Unless it can help making my dream come true - of being able to open up my workspace (basically all apps in my laptop/desktop - IDE/browser/VLC/File Explorer.. basically my entire laptop OS UI) in thin air anywhere (as AR with glasses/goggles or projected hologram screens a la Iron Man) and allow me to work with a small trackpad and keyboard, it's just another toy innovation.

Why can't the Iron Man type interface be a reality by now? Meta AR seemed to have a grip on it, not sure if they've made an affordable commercial version that can support OSs out of the box - Ubuntu/Windows etc so that users can continue work in their workspaces right after putting the glasses on.

Basically I want to be able to code or watch youtube anywhere, in any comfortable position - lying down or on toilet seat or in a car.

choicenotchance | 5 years ago

I'm sure the answer is no but can I buy just the chip?

mlevental | 5 years ago

I really like the gesture controls in my bmw. They seemed odd first but now they feel quite natural.

I guess the best intuition comes from the fact that one gesture is mapped to one action unlike in touch screens where e.g. swiping has a platitude of semantics in different contexts.

Anyways I hope the sensor is released to the DIY crowd. I guess there is a good chance since all the tech comes from infineon and they already built small dev boards and google normally is rather open minded towards DIY.

chodeboy | 5 years ago

I go to the digital world for abstract.

Why the fuck do I want real world interactions within the digital one? To slow me down?

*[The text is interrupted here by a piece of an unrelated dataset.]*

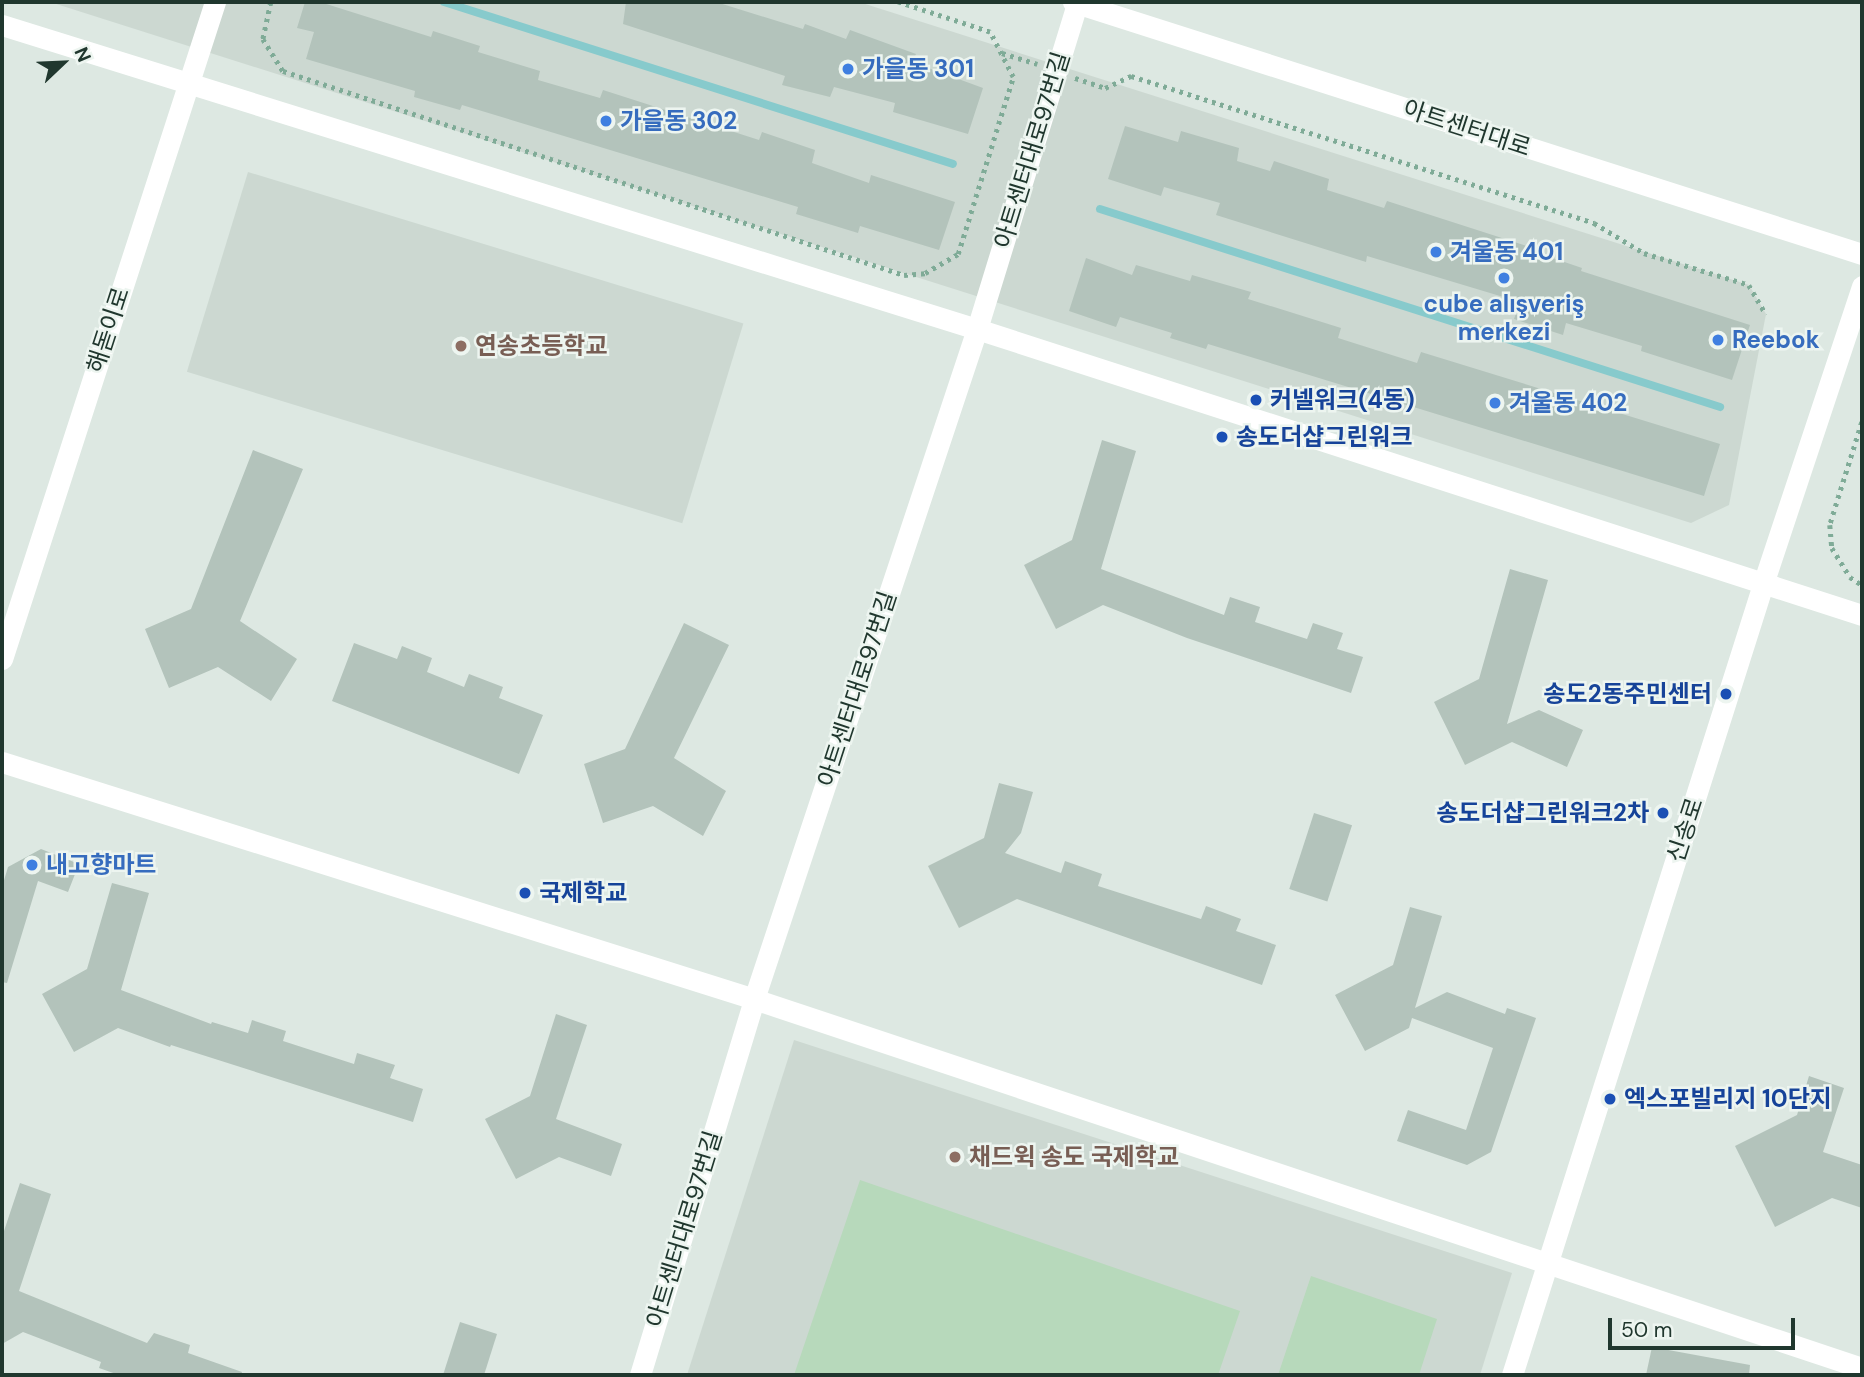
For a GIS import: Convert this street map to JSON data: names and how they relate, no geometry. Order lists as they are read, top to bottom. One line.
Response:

If I want to move my hands I'll go play a game of sports in the fresh air.

aaron695 | 5 years ago
[deleted]
| 5 years ago

"Private because we don't capture images" So they think their consumers are morons

Allower | 5 years ago

It feels like a marketing gimmick vs a useful application. Probably will be cancelled in a year or two.

lgleason | 5 years ago

Consumers need to boycott this stuff. This chip has one purpose: surveillance. All the "features" on this press release are contrived and useless, but they are hoping it's shiny enough that we like it and want it.